An diesem Donnerstag wird nach fünf Jahren Grundsanierung feierlich der Schlüssel der Neuen Nationalgalerie an den Generaldirektor der Staatlichen Museen zu Berlin zurückgegeben. Die Arbeiten an dem Mies-van-der-Rohe-Bau verantwortet der britische Architekt David Chipperfield, der eigentlich auch in München mit einem diffizilen Renovierungsprojekt betraut ist: dem Haus der Kunst von Paul Ludwig Troost. So positiv besetzt das Berliner Gebäude als Ikone des Bauhauses ist, so negativ ist es der Münchner NS-Paradebau. Und auf seine Sanierung wird dieser auch weiterhin warten müssen - das war schon vor Ausbruch der Pandemie, Anfang 2020 Thema im Kunst und Wissenschaftsausschuss des Landtags.

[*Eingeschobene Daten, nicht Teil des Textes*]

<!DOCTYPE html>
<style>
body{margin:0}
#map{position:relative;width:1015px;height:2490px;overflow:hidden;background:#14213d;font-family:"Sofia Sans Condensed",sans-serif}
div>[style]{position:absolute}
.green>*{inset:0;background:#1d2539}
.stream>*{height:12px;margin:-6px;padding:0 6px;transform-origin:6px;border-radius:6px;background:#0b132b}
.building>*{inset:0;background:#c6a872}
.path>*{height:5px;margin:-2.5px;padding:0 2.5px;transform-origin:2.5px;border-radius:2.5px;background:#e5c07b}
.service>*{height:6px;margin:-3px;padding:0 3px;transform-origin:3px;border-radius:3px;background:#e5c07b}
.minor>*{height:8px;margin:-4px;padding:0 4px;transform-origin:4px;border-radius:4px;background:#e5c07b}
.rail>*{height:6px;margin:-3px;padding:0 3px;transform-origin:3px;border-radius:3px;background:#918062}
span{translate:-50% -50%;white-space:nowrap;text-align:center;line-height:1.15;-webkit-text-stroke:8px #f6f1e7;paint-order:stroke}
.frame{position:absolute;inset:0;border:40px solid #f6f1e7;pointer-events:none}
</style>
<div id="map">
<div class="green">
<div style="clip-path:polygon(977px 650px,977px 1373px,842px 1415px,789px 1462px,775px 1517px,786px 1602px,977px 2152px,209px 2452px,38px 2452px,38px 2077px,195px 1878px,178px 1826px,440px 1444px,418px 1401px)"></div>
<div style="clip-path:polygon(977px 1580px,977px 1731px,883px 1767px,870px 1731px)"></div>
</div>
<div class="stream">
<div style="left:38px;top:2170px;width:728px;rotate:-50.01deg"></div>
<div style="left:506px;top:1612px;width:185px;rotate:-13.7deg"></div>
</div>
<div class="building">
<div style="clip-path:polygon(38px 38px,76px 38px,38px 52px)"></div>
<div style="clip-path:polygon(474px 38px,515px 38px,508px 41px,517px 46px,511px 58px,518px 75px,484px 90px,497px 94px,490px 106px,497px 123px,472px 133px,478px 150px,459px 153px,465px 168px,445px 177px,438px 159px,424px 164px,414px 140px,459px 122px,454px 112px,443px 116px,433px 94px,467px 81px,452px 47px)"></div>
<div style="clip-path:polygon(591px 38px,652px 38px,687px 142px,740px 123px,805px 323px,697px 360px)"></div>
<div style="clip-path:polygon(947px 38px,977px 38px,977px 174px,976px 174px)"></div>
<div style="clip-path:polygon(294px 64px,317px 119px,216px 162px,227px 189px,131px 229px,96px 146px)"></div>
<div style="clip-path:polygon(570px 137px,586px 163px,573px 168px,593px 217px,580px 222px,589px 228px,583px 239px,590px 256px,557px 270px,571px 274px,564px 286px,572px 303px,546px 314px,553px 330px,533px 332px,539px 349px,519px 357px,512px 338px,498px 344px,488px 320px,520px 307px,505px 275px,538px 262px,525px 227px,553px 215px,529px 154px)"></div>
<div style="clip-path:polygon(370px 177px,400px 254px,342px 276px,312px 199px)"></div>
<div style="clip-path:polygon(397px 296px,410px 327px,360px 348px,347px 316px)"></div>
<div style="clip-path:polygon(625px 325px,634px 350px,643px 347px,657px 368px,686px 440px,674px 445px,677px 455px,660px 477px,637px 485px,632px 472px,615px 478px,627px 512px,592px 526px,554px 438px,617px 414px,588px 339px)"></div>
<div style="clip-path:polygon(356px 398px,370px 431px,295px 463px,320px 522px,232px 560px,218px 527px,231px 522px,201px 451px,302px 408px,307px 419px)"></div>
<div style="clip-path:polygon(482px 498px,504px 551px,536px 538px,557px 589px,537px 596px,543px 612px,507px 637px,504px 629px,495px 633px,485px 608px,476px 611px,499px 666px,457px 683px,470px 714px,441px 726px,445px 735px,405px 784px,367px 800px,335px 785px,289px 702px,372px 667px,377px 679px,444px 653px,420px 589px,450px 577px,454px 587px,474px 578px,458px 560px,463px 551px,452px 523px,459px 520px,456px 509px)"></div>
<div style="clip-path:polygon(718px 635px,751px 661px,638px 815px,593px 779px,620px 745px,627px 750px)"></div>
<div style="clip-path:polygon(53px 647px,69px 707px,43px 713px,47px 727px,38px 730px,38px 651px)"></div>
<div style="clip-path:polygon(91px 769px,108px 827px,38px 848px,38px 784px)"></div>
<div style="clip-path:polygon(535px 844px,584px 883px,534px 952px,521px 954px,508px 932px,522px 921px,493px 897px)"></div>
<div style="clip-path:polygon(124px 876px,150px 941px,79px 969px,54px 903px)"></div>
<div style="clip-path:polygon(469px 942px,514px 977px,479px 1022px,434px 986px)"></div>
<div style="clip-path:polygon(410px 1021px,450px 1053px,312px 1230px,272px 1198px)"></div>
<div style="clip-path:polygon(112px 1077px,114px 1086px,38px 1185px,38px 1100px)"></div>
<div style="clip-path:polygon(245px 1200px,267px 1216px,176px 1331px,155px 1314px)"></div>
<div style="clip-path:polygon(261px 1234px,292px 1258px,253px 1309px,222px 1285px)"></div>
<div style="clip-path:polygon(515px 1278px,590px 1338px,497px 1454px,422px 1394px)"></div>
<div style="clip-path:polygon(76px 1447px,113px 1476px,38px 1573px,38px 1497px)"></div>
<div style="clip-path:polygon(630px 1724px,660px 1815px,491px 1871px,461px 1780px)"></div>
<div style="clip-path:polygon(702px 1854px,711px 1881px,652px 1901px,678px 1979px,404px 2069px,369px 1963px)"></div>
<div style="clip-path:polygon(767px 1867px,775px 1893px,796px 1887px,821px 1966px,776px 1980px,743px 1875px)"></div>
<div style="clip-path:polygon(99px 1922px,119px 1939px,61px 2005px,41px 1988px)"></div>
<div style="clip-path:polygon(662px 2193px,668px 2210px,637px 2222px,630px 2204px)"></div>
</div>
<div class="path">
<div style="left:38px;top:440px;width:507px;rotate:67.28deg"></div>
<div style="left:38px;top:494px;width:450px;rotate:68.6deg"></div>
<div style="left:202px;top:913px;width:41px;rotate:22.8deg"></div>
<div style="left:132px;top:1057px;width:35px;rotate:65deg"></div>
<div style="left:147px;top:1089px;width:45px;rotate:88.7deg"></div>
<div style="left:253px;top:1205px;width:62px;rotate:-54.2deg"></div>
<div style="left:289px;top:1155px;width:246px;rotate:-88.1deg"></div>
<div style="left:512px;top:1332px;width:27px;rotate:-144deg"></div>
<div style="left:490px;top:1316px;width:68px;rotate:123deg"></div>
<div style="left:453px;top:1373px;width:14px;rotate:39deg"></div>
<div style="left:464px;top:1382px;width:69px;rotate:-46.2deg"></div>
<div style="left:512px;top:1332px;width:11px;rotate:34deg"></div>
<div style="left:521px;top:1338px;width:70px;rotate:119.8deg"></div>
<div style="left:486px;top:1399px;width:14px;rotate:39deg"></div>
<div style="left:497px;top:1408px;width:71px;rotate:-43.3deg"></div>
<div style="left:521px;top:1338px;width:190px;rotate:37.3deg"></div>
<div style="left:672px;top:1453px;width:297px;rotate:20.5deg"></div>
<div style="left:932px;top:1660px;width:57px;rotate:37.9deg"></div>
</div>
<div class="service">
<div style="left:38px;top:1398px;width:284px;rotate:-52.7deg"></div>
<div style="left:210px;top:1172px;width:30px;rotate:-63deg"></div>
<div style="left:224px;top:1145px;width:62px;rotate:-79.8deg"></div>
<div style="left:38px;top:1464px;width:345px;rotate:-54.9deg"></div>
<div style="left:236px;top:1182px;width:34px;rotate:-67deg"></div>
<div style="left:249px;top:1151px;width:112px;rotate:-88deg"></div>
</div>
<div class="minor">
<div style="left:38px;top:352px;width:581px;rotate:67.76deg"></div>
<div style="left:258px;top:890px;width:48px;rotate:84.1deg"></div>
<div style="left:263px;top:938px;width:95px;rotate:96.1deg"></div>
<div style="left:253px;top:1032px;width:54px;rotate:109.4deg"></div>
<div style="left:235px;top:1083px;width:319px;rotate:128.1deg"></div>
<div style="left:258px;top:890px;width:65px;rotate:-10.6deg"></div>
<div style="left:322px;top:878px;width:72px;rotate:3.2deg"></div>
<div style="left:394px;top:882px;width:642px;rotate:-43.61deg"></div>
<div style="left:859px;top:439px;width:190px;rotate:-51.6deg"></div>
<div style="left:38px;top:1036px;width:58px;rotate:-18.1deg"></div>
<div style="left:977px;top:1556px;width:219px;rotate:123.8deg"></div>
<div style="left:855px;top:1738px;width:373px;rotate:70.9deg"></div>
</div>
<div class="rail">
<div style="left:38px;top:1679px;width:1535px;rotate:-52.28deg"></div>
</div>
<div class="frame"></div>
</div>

Nun anderthalb Jahre und Milliarden für anderes ausgegebene Steuergelder später, sind die Aussichten dafür noch trüber.

Der Münchner Unternehmer Stefan Höglmaier hat sich unterdessen die Position des "Architekturpartners" der Neuen Nationalgalerie gesichert. Im Zuge dessen unterstützt Höglmaier, der mit seiner Immobilienfirma Euroboden in München mit Chipperfied baut und hier eine eigene Architekturgalerie in einem ehemaligen NS-Hochbunker unterhält, die Architekturführungen durch das Berliner Museum. Am Festakt mit Pauken und Politik können unterdessen auch schon neugierige Münchner teilhaben - via www.smb.museum/livestream-nng.